▶ [Material provided]:
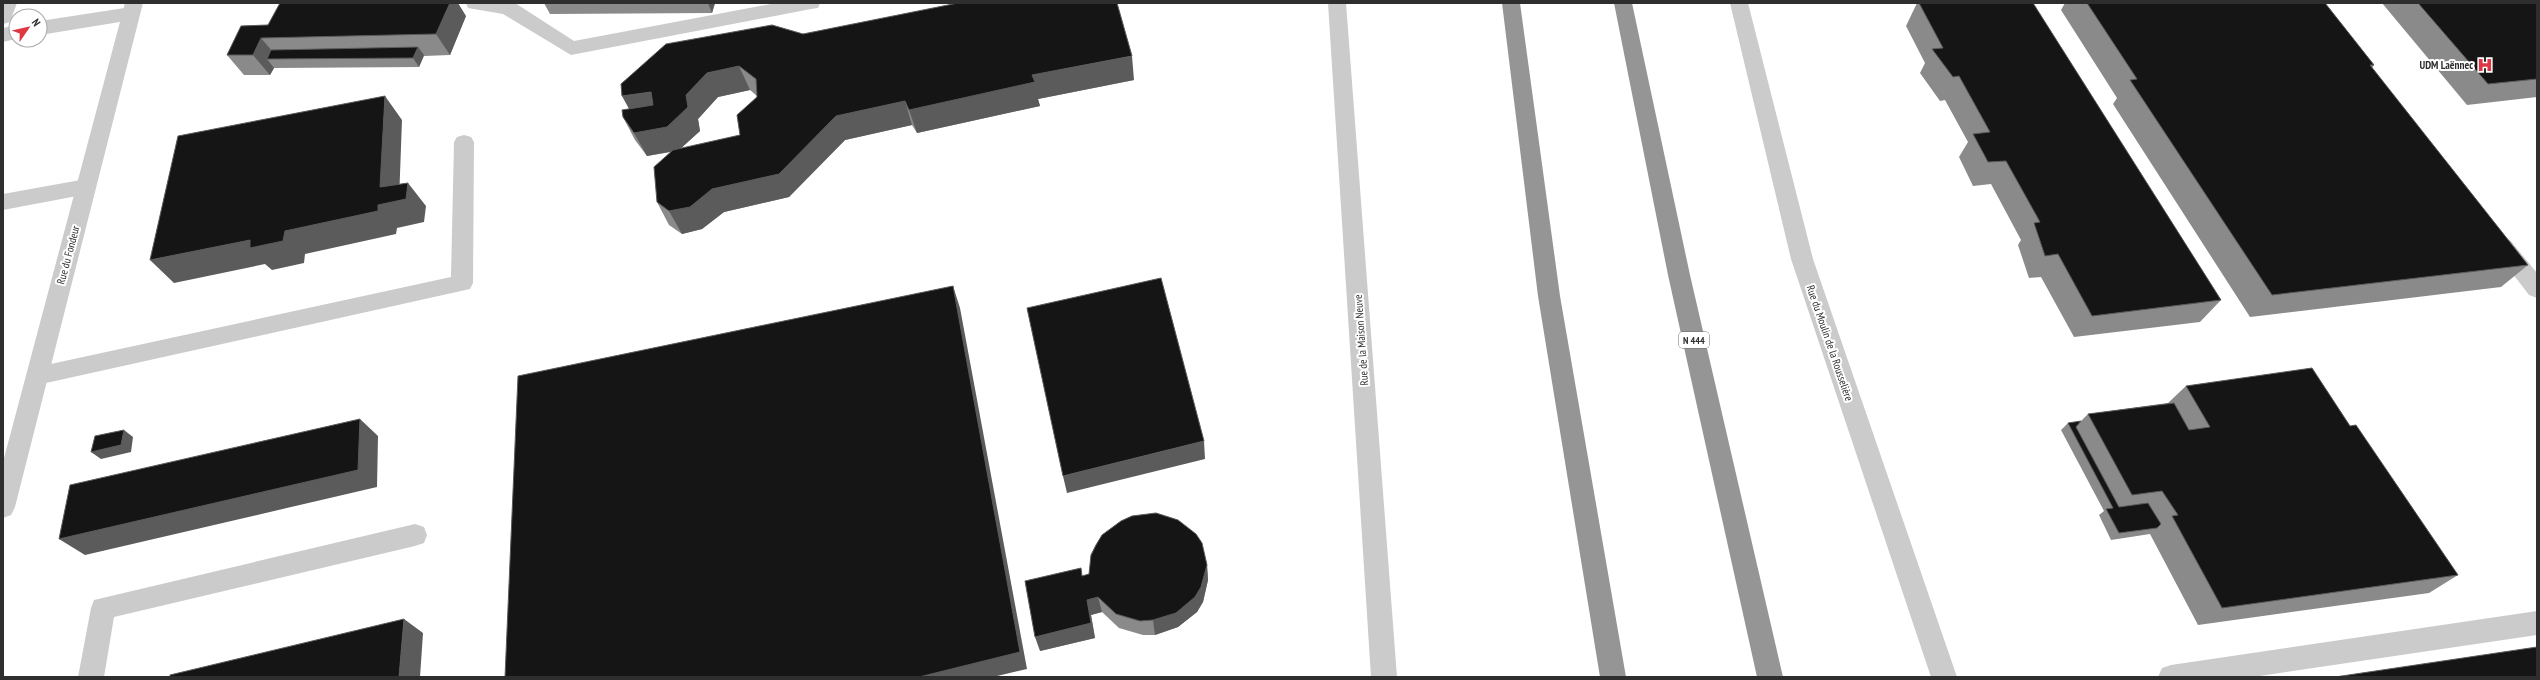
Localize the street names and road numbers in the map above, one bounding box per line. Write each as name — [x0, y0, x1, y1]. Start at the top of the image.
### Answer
street label: Rue du Fondeur — [53, 224, 83, 286]
street label: Rue du Moulin de la Rousselière — [1804, 283, 1857, 403]
street label: Rue de la Maison Neuve — [1351, 294, 1371, 386]
road number: N 444 — [1679, 332, 1709, 348]

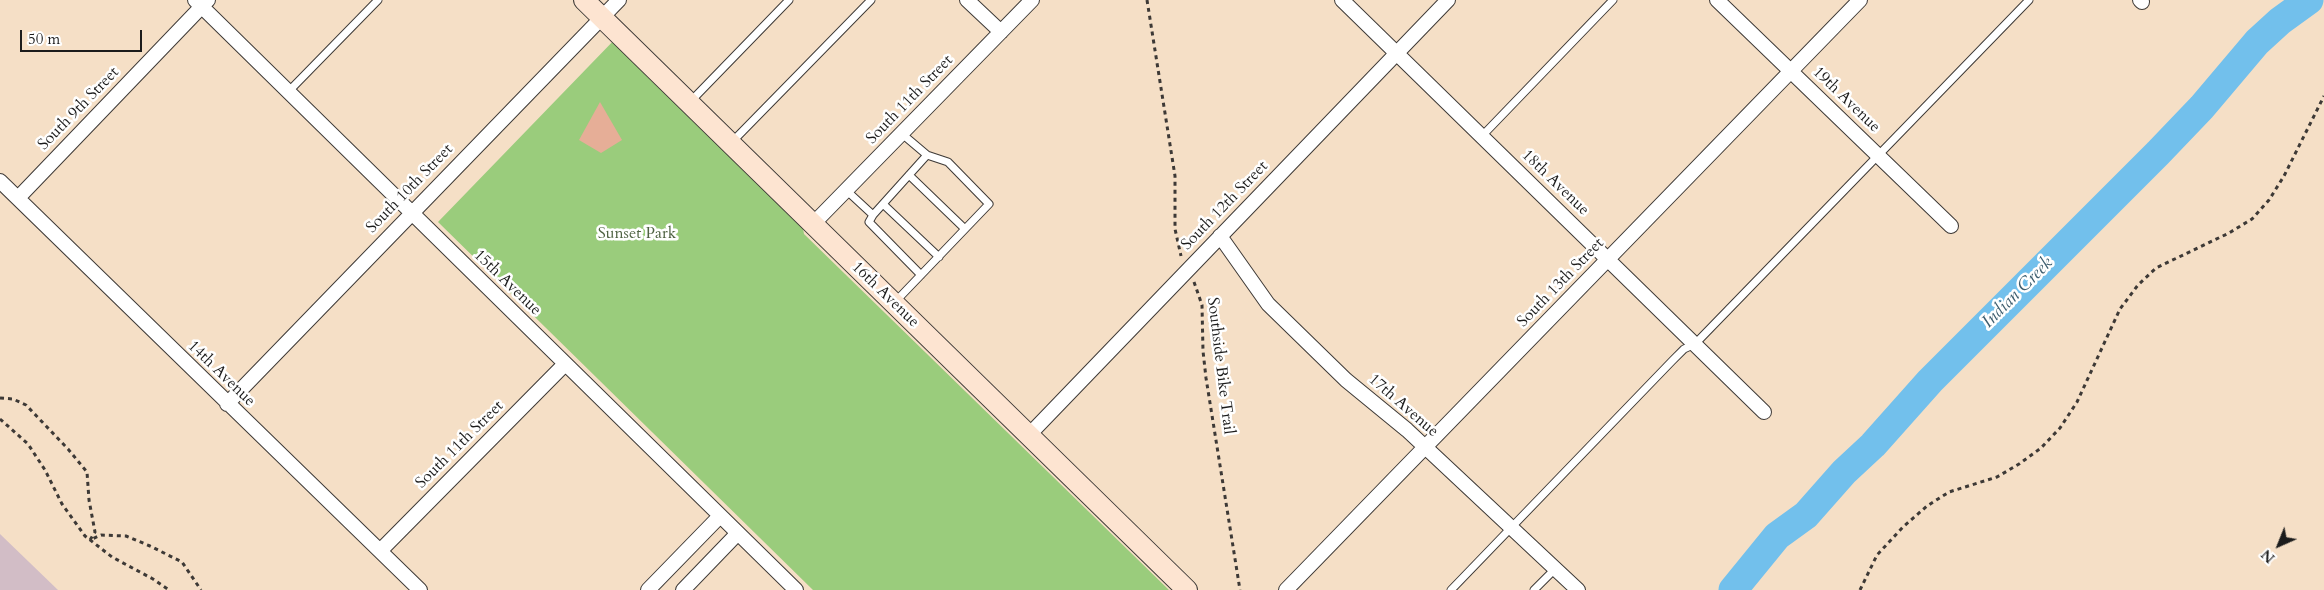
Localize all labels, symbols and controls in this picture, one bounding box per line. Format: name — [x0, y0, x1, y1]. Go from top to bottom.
scale bar — [22, 20, 145, 52]
text: 50 m — [28, 29, 60, 49]
street label: South 11th Street — [863, 51, 957, 149]
street label: South 9th Street — [34, 63, 124, 155]
street label: 19th Avenue — [1808, 63, 1884, 137]
street label: South 10th Street — [363, 140, 457, 238]
street label: 18th Avenue — [1517, 146, 1593, 220]
street label: South 12th Street — [1178, 157, 1272, 255]
park label: Sunset Park — [598, 224, 676, 244]
street label: South 13th Street — [1514, 234, 1608, 332]
street label: 15th Avenue — [469, 246, 545, 320]
water label: Indian Creek — [1978, 253, 2058, 333]
street label: 16th Avenue — [847, 258, 923, 332]
street label: Southside Bike Trail — [1202, 296, 1238, 436]
street label: 14th Avenue — [183, 337, 259, 411]
street label: 17th Avenue — [1364, 370, 1442, 442]
street label: South 11th Street — [412, 397, 508, 493]
north arrow — [2254, 520, 2304, 570]
text: N — [2257, 545, 2279, 567]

▶ [Required action]:
Pictures aside, restate all of the entries exactly.

▶ [Result below]:
Localize the street names and road numbers in the map above, one bounding box per line. Write each as name — [x0, y0, x1, y1]. Start at the top of the image.
### Answer
street label: Rue du Fondeur — [53, 224, 83, 286]
street label: Rue du Moulin de la Rousselière — [1804, 283, 1857, 403]
street label: Rue de la Maison Neuve — [1351, 294, 1371, 386]
road number: N 444 — [1679, 332, 1709, 348]

Localize all labels, symbols and controls in this picture, one bounding box per line. Format: name — [x0, y0, x1, y1]. Go from top to bottom.
scale bar — [22, 20, 145, 52]
text: 50 m — [28, 29, 60, 49]
street label: South 11th Street — [863, 51, 957, 149]
street label: South 9th Street — [34, 63, 124, 155]
street label: 19th Avenue — [1808, 63, 1884, 137]
street label: South 10th Street — [363, 140, 457, 238]
street label: 18th Avenue — [1517, 146, 1593, 220]
street label: South 12th Street — [1178, 157, 1272, 255]
park label: Sunset Park — [598, 224, 676, 244]
street label: South 13th Street — [1514, 234, 1608, 332]
street label: 15th Avenue — [469, 246, 545, 320]
water label: Indian Creek — [1978, 253, 2058, 333]
street label: 16th Avenue — [847, 258, 923, 332]
street label: Southside Bike Trail — [1202, 296, 1238, 436]
street label: 14th Avenue — [183, 337, 259, 411]
street label: 17th Avenue — [1364, 370, 1442, 442]
street label: South 11th Street — [412, 397, 508, 493]
north arrow — [2254, 520, 2304, 570]
text: N — [2257, 545, 2279, 567]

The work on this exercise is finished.